French-Burr’s life is surrounded by heritage, stories and nature. As a storyteller, she shares these stories, hoping to inspire others to find their connections to people and place themselves through stories. From writing her own interpretations of heritage tales and folklore to verse, Jodi often tells stories in places where history has happened and wildflowers grow. She also creates tales based on her own life experiences. Often using storytelling in her work as an interpretive ranger for the National Park Service, French-Burr shares heritage whenever she can.

“Everyone has a story to tell, a story to preserve,” she says. French-Burr is the founder of the West Virginia Storytelling Guild and the 2001 recipient of the guild’s Bob McWhorter Award.

A retired educator and active storyteller, Dadisman has been sharing stories about her beloved mountains for over 50 years. Although she considers herself an Appalachian storyteller, she also enjoys telling folk tales from around the world and frequently presents programs that combine true stories with tales, myths, legends and family stories seasoned with smiles and sometimes tears.

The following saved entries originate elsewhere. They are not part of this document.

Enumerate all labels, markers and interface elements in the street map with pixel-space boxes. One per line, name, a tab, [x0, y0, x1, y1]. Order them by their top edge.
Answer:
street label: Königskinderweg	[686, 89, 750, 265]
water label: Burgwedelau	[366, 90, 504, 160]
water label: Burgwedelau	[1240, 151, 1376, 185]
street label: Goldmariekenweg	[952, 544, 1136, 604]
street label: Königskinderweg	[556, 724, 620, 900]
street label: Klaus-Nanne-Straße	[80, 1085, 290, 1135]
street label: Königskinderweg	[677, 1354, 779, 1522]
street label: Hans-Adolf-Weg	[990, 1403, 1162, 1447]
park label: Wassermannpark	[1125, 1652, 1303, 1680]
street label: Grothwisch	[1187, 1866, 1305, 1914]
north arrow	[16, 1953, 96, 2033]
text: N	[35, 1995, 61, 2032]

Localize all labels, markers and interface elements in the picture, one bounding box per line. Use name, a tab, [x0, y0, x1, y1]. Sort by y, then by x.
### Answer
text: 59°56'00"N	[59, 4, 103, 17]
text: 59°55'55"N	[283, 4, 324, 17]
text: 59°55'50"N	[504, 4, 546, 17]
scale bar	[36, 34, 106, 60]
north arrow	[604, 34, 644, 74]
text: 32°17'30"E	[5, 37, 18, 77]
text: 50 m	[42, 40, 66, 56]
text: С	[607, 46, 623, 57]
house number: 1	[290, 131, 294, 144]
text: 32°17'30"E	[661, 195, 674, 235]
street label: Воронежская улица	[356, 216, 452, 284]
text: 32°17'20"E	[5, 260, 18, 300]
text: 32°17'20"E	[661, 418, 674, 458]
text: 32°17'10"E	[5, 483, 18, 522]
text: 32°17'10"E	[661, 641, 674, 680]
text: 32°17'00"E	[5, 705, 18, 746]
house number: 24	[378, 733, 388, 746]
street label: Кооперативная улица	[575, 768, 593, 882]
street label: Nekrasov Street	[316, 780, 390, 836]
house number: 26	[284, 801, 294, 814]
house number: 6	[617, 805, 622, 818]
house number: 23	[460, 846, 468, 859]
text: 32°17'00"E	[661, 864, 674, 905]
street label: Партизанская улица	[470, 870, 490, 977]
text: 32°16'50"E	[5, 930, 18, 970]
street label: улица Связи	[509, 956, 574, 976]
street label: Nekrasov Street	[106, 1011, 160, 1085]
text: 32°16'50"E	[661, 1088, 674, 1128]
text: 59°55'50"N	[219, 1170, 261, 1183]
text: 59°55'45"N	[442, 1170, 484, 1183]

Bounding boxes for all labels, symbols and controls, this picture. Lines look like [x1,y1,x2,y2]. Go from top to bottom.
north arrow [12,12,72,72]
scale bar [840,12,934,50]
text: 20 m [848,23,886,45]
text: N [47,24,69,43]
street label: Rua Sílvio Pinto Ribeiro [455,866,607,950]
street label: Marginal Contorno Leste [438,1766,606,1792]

For nearly two decades, she and June Riffle starred as the Mountain Echoes, a tandem storytelling duo that promoted Appalachian culture and heritage, especially in their home state. Today, she is a solo storyteller who offers workshops and performances that weave memories and imagination through oral and written traditions.

Dadisman is dedicated to preserving its mountain heritage and promoting an understanding of who we are as West Virginia. In 2011, she received the coveted Teacher of the Year award from the WVU Eberly College of Arts and Sciences. She is also active in the West Virginia Storytelling Guild.